## Task item
Leaving the pictures out, print the lines from the first line of the listing through the line containing "padding:2px 6px; background:#2a1e0f;", exactly as they read, and no others.

## Data records

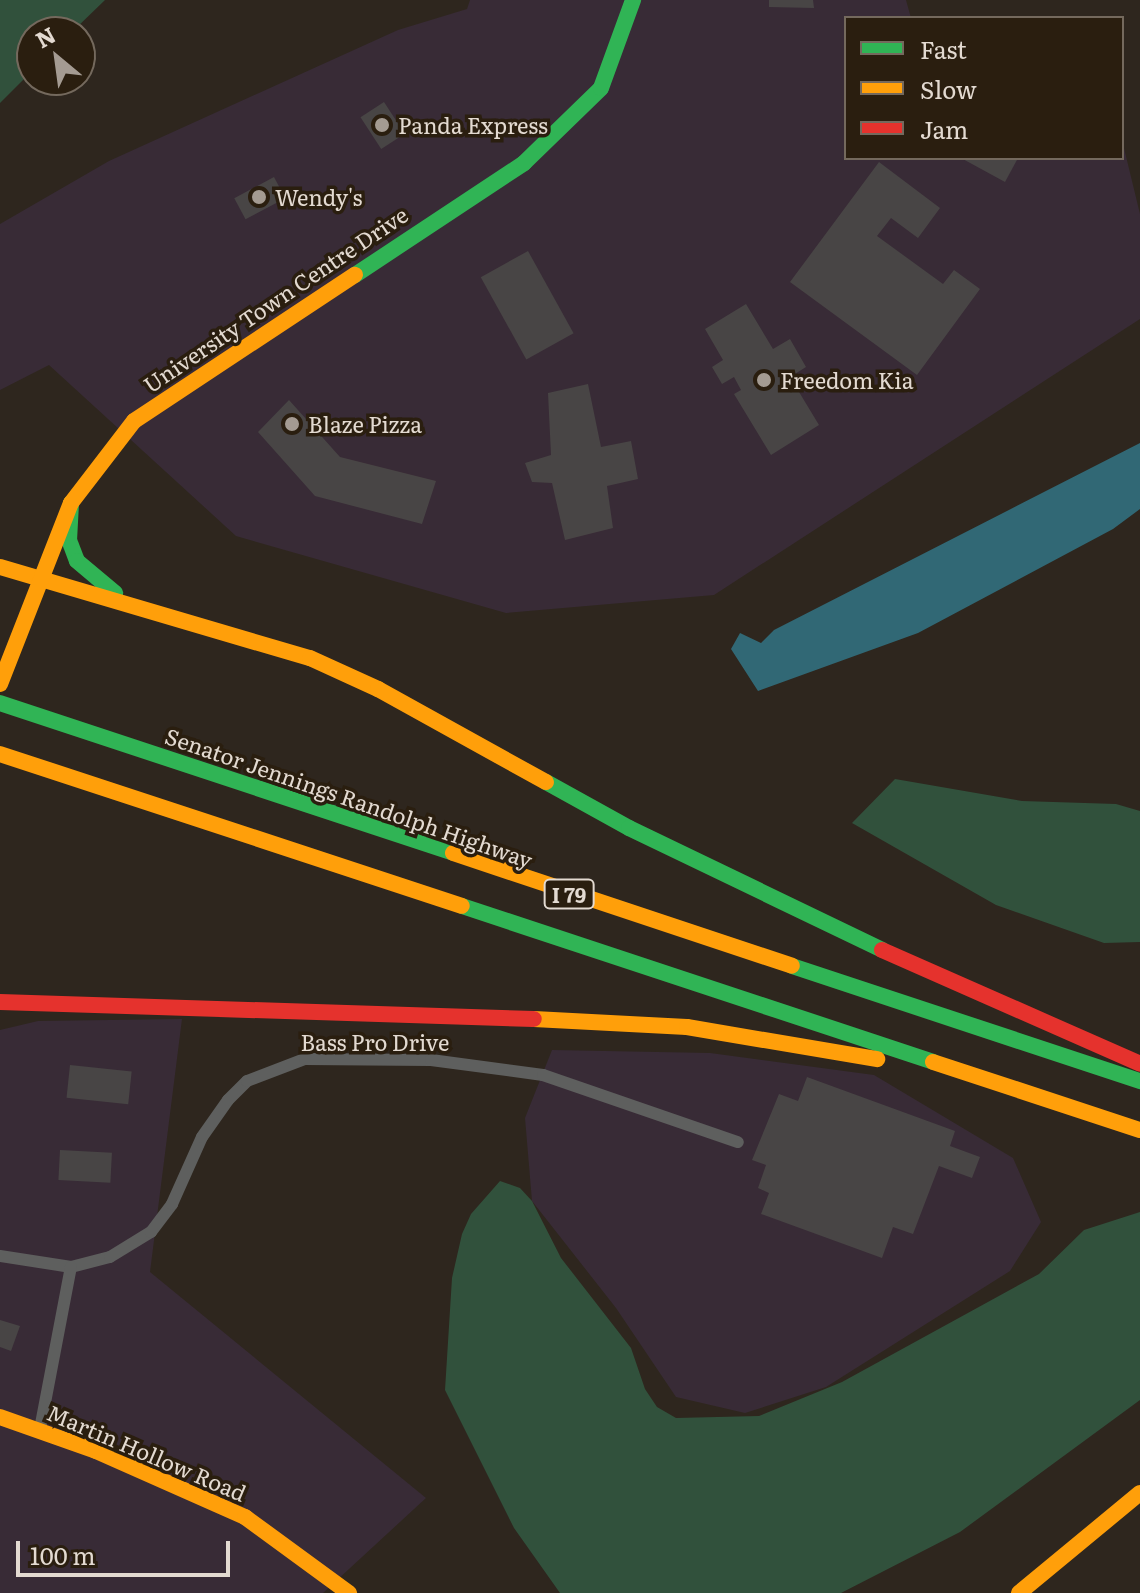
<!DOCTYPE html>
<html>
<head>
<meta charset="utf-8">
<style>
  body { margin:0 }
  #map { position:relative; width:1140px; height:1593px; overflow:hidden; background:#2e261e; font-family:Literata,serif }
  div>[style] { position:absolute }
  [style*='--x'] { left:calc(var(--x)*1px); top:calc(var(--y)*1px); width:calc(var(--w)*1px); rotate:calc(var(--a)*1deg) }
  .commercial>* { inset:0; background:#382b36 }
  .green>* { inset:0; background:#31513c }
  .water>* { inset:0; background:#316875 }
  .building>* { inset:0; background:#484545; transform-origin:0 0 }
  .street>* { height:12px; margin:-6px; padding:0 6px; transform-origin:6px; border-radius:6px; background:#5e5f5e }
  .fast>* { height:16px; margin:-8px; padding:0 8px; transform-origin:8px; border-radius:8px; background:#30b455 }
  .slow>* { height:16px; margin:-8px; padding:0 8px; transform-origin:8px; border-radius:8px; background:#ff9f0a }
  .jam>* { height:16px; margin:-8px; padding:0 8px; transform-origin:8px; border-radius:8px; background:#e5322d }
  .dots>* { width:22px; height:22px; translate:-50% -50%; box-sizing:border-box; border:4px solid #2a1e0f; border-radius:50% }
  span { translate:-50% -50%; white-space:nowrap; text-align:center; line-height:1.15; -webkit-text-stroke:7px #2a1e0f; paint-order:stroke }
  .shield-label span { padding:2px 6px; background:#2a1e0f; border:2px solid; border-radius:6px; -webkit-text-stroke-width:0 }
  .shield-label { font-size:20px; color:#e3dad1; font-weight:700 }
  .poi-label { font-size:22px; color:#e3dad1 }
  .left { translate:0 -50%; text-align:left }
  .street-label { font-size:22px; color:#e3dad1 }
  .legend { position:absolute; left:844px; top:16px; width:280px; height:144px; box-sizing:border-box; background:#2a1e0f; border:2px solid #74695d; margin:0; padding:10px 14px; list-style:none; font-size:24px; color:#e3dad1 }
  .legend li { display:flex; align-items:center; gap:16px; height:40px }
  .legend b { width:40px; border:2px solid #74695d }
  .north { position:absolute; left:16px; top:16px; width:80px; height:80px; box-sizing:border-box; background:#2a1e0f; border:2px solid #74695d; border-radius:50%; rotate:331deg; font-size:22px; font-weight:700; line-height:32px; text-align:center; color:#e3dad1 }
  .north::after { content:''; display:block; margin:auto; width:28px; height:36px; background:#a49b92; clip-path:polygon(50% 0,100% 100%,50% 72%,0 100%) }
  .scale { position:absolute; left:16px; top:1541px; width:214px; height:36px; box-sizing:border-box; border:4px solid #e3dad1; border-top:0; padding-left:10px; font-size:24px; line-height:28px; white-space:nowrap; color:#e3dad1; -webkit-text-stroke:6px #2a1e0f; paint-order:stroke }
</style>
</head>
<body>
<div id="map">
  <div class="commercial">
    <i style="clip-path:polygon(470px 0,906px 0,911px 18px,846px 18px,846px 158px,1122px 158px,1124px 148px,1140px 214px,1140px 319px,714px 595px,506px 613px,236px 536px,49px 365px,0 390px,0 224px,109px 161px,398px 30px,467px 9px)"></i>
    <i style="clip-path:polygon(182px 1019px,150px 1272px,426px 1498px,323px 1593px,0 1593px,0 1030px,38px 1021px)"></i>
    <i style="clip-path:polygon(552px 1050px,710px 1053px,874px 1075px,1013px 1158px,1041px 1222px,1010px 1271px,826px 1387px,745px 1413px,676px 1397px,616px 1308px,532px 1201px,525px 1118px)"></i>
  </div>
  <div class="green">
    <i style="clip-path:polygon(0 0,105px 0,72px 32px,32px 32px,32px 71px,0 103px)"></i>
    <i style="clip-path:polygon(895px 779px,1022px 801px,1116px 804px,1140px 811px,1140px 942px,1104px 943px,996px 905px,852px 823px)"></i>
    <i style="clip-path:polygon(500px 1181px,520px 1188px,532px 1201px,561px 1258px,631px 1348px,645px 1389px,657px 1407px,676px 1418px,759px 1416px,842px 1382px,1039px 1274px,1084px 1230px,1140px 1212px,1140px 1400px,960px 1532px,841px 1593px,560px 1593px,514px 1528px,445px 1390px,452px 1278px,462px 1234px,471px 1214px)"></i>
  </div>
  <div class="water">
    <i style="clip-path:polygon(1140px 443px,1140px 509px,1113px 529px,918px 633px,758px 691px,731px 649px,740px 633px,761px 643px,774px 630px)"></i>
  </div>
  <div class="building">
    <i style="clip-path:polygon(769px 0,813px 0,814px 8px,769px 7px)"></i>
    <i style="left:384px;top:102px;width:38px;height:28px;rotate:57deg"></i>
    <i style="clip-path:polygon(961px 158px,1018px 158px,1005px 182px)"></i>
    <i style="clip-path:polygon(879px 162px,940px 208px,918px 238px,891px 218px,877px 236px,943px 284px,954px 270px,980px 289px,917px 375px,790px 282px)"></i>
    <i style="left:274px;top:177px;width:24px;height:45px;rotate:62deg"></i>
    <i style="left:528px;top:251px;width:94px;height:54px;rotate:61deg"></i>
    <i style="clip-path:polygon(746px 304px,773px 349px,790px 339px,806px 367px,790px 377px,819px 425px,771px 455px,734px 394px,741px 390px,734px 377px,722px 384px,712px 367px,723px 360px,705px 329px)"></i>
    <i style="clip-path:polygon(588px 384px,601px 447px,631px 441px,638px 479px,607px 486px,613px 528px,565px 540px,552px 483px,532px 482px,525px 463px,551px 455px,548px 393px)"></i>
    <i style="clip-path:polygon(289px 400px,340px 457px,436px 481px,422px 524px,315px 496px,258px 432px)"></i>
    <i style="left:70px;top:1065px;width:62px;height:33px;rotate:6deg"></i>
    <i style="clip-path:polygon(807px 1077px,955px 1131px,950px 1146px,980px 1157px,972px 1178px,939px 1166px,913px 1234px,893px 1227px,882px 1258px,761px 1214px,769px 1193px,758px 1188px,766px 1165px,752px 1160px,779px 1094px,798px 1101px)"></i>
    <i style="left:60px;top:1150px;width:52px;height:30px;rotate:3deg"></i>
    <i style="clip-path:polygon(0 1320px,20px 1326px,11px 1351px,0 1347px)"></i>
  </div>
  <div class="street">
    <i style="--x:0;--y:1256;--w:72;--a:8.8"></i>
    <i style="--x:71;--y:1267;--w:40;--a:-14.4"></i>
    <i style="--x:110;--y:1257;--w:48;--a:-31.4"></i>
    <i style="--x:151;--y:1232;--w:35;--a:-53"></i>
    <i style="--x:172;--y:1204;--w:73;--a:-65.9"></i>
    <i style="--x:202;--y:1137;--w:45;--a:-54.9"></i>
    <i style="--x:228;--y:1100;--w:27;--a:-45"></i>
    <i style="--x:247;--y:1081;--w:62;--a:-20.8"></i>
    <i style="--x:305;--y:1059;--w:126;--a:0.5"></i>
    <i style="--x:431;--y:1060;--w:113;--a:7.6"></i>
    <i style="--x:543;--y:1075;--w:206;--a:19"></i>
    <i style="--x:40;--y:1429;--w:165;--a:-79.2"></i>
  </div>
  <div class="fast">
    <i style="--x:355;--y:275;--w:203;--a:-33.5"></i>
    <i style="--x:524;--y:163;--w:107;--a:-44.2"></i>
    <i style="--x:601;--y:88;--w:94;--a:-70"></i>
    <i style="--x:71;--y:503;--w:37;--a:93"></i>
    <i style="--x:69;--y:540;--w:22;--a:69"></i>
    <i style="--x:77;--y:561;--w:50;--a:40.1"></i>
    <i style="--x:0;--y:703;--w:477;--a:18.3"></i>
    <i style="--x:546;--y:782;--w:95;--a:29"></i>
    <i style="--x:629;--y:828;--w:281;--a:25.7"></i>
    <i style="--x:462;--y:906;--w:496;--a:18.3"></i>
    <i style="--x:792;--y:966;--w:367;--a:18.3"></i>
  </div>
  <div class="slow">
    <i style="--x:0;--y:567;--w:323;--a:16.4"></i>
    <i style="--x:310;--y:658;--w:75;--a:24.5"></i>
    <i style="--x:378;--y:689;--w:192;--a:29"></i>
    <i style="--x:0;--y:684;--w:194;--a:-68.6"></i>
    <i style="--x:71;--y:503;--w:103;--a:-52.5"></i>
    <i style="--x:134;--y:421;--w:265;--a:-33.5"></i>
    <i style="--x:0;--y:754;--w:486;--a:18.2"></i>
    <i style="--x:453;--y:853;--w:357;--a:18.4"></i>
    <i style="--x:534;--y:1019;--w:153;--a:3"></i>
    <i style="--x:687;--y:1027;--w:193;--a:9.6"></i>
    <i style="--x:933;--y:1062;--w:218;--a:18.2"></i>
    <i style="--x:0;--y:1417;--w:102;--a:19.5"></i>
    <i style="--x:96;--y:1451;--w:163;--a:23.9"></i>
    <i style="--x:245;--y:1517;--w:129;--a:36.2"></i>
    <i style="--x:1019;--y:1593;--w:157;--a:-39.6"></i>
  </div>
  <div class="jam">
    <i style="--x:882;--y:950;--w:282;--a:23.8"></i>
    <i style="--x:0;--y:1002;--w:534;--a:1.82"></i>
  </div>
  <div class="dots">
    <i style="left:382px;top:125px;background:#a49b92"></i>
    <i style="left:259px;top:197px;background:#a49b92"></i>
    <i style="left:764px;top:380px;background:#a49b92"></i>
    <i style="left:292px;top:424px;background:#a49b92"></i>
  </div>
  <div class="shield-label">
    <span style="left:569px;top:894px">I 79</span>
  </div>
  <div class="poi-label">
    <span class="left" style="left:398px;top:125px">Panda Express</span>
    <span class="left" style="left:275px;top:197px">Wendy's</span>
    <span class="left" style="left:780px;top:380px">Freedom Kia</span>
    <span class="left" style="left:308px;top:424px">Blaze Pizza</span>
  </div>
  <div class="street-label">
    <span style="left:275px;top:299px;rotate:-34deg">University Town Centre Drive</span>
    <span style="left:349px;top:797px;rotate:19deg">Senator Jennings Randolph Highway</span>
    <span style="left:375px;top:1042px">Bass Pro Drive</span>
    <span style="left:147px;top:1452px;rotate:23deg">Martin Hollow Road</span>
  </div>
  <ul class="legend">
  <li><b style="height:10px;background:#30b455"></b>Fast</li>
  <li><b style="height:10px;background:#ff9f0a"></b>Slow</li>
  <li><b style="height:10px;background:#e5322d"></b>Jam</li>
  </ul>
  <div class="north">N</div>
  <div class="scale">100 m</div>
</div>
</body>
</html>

## Exercise result
<!DOCTYPE html>
<html>
<head>
<meta charset="utf-8">
<style>
  body { margin:0 }
  #map { position:relative; width:1140px; height:1593px; overflow:hidden; background:#2e261e; font-family:Literata,serif }
  div>[style] { position:absolute }
  [style*='--x'] { left:calc(var(--x)*1px); top:calc(var(--y)*1px); width:calc(var(--w)*1px); rotate:calc(var(--a)*1deg) }
  .commercial>* { inset:0; background:#382b36 }
  .green>* { inset:0; background:#31513c }
  .water>* { inset:0; background:#316875 }
  .building>* { inset:0; background:#484545; transform-origin:0 0 }
  .street>* { height:12px; margin:-6px; padding:0 6px; transform-origin:6px; border-radius:6px; background:#5e5f5e }
  .fast>* { height:16px; margin:-8px; padding:0 8px; transform-origin:8px; border-radius:8px; background:#30b455 }
  .slow>* { height:16px; margin:-8px; padding:0 8px; transform-origin:8px; border-radius:8px; background:#ff9f0a }
  .jam>* { height:16px; margin:-8px; padding:0 8px; transform-origin:8px; border-radius:8px; background:#e5322d }
  .dots>* { width:22px; height:22px; translate:-50% -50%; box-sizing:border-box; border:4px solid #2a1e0f; border-radius:50% }
  span { translate:-50% -50%; white-space:nowrap; text-align:center; line-height:1.15; -webkit-text-stroke:7px #2a1e0f; paint-order:stroke }
  .shield-label span { padding:2px 6px; background:#2a1e0f; border:2px solid; border-radius:6px; -webkit-text-stroke-width:0 }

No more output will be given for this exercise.